I’ve ended up in situations where I share disturbing things with people who I expect to be there for me, and essentially they say things like, “It happened to the lot of us, get over yourself.”

Why can’t my pain be unique? Why can’t yours?

They say there’s nothing new under the sun, which to me means someday we’ll learn that it all means something. From every bump on a chair to how your loved ones reacted when you bumped into a chair (my dad would often say when someone bumped into a chair, “Are you blind?” We, the kids, would imagine saying the same thing to him when he bumped into a chair), to the very hair on your head or even what you liked eating as an infant. It all comes together to form, You!

Your problems don’t feel so small now, do they?

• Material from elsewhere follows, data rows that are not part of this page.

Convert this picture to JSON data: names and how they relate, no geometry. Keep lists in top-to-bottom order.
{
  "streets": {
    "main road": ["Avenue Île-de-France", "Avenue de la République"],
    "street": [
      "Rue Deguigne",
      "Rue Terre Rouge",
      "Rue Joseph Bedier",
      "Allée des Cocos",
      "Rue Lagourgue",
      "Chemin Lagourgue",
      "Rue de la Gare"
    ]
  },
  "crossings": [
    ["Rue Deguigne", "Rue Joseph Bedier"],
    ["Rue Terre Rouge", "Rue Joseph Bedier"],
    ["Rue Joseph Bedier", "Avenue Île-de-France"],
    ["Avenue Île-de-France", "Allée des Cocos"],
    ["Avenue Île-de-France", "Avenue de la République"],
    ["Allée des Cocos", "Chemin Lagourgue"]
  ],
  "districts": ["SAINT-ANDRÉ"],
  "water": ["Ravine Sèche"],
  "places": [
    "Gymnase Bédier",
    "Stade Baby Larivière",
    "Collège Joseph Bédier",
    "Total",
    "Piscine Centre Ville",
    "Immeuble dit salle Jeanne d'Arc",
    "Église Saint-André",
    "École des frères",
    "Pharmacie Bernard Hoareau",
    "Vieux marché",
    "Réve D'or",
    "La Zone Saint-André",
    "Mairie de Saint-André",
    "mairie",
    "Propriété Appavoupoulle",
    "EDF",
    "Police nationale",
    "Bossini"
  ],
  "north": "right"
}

“But they shouldn’t feel too big either. Your problems can be big and small at the same time. What do I mean?”

I have a habit of “dying” when I’m extremely sad. I completely let go. As I get older and my responsibilities change, I cannot let go as completely as I would in the past. It’s a serious waste of resources. My “dying” technique often involves things like spending money (harshly), retiring from work and routines, retiring to a bed and the internet, and general mindlessness, etc.

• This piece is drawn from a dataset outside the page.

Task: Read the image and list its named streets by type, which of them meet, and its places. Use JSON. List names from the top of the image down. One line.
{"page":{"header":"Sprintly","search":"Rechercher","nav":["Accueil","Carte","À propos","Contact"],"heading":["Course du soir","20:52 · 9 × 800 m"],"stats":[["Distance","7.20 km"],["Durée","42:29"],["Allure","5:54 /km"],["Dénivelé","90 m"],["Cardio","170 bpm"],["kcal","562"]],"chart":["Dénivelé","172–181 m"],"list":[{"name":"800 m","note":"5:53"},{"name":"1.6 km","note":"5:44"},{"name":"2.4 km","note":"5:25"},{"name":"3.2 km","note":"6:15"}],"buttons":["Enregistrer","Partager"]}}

But I do these things with a fundamental understanding that “I’m going through something.” There’s attention-seeking, which is a much harsher form of “dying,” but all in all, we’re just going through things.

There’s no manual to emotions, so it’s hard for people to fully understand them sometimes, so they just leave it be. There’s an element of ignorance to it, but you can’t blame them. But you can play your part in loving and teaching. It’s not easy, my fellow human. Your pain is unique, so is mine. Resonate with me, and let me resonate with you.

“The emotional energy that are souls.”

Photo by Eastman Childs on Unsplash

For the question, where does it all go?

Maybe it all goes nowhere.

Maybe everything’s on a journey, that’s always being traveled. The constant moving of things we can and cannot see, life, aka existence. Maybe we’re going somewhere, nowhere, and everywhere at the same time.

Thank you for reading !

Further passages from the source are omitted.